Earlier that afternoon, I attended my AA meeting, which inspired me to write in my notebook. I was working on my fourth step, where I was staying stuck.
“Make a searching and fearless moral inventory of ourselves.”
As I was writing out my faults, looking at my guilt regarding my younger siblings, my guilt over Okamoto’s death, and my inability to forgive my mother, I decided to watch some of the old Blockbuster movies I rented.
I cut on my CD player and put on an old version of the movie, Set it Off. Flaws and all, I loved this movie because it featured the projects where I grew up, and the women characters were the bank robbers. I liked movies where women were shown as empowering themselves—even if, as in this case, they went about it the wrong way. But given each woman’s set of circumstances, what else could they do?
I knew I’d never rob a bank myself, but I cheered on Queen Latifah, Jada Pinkett, Vivica Fox and Kimberly Elise as if they were my sisters. I was at the scene in the movie where I cry at every time—I already h
ad my tissues out and was wiping my eyes and blowing my nose—the part where Queen Latifah got shot up by what looked like all of L.A.P.D. Suddenly my cell phone vibrated. Who could this be? I wondered, as I reached for it.
At first I didn’t recognize the voice; it was so loud and out of control. “What? Who?” I kept saying. I could hear the loud clamor of voices in the background. Sniffing, I reached over and put my movie on pause.
Finally, I realized it was Shirley.
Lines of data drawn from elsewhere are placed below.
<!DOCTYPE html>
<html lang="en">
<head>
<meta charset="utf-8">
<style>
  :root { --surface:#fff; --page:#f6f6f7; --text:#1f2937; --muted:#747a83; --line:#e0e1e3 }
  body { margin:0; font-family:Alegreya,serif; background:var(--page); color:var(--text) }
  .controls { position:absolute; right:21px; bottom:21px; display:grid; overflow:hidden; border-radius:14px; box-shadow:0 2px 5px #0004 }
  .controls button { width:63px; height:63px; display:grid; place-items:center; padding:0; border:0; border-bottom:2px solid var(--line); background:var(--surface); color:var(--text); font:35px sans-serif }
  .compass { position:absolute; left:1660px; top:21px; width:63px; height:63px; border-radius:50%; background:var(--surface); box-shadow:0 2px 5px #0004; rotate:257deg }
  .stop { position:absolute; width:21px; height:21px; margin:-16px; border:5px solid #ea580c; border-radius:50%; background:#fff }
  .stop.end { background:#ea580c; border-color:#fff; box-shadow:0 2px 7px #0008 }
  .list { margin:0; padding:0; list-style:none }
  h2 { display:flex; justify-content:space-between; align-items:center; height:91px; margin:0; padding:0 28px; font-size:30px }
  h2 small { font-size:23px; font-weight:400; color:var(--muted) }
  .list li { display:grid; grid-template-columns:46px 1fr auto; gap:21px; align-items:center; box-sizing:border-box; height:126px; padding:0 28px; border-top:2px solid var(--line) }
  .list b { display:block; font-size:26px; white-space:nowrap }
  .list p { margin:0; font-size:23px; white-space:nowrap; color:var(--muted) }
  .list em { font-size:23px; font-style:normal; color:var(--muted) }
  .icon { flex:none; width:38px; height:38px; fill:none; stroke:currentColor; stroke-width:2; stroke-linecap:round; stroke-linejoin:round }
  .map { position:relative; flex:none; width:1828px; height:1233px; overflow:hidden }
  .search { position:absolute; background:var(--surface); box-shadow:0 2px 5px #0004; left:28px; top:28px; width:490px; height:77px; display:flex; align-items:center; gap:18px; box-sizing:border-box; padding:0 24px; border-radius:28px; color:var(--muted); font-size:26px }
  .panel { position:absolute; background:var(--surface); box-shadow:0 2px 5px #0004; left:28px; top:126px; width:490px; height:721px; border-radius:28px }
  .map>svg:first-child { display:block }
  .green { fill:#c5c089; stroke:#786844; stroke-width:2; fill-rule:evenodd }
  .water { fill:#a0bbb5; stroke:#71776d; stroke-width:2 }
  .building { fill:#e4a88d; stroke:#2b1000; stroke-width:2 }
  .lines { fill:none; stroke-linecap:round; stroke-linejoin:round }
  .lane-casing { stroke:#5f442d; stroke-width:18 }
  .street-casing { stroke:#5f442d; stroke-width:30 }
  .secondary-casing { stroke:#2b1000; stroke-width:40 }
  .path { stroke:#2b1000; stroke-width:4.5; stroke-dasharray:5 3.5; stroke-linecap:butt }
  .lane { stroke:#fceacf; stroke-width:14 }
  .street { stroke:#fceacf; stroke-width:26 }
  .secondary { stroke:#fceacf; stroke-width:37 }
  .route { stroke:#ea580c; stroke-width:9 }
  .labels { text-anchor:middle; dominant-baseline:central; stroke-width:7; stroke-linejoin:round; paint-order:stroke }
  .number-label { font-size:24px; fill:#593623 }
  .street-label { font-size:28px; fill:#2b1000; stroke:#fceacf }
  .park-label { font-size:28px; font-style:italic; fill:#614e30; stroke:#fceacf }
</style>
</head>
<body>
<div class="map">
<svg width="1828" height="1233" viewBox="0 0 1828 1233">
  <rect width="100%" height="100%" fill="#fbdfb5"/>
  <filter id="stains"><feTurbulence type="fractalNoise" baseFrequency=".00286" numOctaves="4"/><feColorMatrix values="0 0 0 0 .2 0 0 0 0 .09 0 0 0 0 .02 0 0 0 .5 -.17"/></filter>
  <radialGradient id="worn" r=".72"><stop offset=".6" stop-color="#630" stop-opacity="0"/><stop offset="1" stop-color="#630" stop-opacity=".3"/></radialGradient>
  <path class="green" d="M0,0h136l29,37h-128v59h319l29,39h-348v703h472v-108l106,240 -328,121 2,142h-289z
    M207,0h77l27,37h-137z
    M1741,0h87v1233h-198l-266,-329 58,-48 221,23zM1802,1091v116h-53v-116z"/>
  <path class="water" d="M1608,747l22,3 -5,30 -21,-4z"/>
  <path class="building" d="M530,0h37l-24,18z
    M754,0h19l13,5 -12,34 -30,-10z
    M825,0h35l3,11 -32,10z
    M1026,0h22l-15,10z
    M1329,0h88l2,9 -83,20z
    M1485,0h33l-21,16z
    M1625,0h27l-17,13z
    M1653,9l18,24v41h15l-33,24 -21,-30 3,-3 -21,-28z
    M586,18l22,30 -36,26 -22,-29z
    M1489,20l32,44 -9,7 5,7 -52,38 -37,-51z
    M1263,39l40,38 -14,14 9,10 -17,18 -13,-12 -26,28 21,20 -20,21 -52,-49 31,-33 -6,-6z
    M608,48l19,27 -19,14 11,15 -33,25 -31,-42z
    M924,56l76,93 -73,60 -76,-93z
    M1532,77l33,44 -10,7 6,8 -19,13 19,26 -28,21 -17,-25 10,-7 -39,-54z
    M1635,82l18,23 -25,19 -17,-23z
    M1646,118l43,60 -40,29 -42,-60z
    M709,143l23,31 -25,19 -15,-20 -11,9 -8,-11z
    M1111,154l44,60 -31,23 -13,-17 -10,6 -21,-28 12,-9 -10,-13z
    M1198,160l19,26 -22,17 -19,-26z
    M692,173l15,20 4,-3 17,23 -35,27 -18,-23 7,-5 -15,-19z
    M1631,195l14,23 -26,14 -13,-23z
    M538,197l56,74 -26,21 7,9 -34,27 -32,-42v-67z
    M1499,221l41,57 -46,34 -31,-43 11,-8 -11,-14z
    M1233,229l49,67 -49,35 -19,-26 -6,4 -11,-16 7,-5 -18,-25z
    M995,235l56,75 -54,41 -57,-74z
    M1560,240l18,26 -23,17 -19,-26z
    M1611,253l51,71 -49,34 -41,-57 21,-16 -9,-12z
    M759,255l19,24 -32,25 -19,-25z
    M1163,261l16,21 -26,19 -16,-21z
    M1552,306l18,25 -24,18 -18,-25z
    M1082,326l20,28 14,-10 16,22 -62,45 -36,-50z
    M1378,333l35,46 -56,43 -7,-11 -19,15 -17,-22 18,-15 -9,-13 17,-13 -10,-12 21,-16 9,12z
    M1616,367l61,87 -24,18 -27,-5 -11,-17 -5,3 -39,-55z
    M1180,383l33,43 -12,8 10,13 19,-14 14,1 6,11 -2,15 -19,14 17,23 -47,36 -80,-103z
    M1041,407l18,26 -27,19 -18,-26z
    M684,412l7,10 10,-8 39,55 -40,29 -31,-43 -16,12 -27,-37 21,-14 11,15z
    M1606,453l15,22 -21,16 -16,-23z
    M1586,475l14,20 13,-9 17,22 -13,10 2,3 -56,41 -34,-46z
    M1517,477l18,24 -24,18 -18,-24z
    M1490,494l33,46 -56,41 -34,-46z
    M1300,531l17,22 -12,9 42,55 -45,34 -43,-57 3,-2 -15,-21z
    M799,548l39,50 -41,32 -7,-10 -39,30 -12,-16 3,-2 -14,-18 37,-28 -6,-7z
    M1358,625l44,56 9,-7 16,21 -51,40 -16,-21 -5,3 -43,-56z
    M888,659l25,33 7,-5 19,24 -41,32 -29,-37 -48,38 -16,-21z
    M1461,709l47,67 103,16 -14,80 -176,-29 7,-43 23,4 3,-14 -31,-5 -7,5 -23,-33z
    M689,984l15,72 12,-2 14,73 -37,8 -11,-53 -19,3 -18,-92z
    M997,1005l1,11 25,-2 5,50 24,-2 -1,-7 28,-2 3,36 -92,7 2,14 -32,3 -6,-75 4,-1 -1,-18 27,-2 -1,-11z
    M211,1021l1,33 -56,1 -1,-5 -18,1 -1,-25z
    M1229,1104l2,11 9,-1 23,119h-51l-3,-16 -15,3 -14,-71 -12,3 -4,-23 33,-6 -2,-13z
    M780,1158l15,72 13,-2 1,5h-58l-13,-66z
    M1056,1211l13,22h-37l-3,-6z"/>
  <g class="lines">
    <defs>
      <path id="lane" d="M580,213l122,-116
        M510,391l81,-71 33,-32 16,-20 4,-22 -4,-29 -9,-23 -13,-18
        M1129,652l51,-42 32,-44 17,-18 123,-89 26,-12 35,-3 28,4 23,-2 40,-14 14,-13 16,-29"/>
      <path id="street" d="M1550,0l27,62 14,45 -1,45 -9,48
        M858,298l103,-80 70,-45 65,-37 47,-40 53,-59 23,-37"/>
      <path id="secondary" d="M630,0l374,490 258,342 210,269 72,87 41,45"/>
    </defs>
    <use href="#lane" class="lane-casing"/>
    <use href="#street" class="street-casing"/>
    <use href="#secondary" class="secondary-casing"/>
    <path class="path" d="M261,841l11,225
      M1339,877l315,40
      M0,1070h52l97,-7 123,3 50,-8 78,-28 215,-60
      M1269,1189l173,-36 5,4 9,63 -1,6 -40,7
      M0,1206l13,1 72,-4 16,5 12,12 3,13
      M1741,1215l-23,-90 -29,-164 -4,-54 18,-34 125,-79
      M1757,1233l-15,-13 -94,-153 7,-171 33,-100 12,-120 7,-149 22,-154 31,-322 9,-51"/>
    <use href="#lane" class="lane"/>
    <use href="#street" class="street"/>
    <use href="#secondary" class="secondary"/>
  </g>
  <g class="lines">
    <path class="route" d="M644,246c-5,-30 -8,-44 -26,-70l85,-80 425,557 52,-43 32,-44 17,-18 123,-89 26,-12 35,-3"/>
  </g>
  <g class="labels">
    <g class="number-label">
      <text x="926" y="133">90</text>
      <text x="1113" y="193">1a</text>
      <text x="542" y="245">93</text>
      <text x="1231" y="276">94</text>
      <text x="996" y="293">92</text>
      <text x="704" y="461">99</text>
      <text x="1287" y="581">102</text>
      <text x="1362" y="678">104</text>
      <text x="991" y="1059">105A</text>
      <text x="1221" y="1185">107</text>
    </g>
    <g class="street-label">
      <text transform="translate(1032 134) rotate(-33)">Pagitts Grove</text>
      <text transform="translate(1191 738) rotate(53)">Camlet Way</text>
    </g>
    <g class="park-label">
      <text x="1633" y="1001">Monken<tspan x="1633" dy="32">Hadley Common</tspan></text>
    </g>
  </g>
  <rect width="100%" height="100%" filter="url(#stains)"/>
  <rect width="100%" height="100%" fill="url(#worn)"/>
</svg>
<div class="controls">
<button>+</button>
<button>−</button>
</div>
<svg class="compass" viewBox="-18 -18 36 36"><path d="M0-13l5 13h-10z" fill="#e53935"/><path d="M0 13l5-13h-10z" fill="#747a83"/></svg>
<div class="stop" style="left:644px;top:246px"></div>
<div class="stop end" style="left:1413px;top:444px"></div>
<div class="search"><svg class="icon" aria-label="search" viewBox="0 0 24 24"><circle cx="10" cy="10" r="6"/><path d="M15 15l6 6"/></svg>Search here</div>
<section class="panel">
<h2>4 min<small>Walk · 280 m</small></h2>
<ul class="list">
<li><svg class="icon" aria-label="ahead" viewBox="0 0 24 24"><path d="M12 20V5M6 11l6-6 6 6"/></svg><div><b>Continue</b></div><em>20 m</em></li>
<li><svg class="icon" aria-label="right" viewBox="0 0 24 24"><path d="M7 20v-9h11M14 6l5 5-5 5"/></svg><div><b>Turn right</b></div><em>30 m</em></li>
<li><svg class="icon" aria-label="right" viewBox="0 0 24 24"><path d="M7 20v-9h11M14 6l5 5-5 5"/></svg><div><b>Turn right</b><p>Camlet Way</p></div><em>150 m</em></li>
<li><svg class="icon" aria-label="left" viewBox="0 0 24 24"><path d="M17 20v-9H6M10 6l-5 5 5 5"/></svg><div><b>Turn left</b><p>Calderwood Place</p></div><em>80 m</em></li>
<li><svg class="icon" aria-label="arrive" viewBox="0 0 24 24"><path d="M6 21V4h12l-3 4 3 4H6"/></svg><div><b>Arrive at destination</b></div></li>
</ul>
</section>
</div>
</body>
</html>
I couldn’t make out her words, between the screams and hollers, something I was not used to, since she always seemed in control. I had to ask her to repeat herself twice. “What did you say?” I still couldn’t understand her.
About the third time, I finally made out what she was saying.
“Someone’s shot Trayvon.”
My heart dropped, and then the hammering started. “What? I’ll be right there.”
In a blind flurry of arms and legs locomoting through my small place, I frenetically flipped close the cell phone, grabbed my purse and car keys and barreled to the front house.
“Who called you?” I asked, as Shirley grabbed her London Fog trench coat.
“Southwest P.D.” Her eyes were shooting wildly all over the place. “I thought his game was in Inglewood.”
“I did too.”
“What happened?”
“I don’t know.” I never saw Shirley look so helpless.
As we were leaving, I heard the baby, Brooklyn, crying, “My brother got shot,” but Malibu, as always the mother figure, hushed her.
“He’s going to be okay, Brooklyn.”
They were all looking upset, and wanted to go to the hospital with us. We decided it would be too much to handle. We decided to leave the children at home. We didn’t know what Trayvon’s status was. I tried to remain calm in front of them.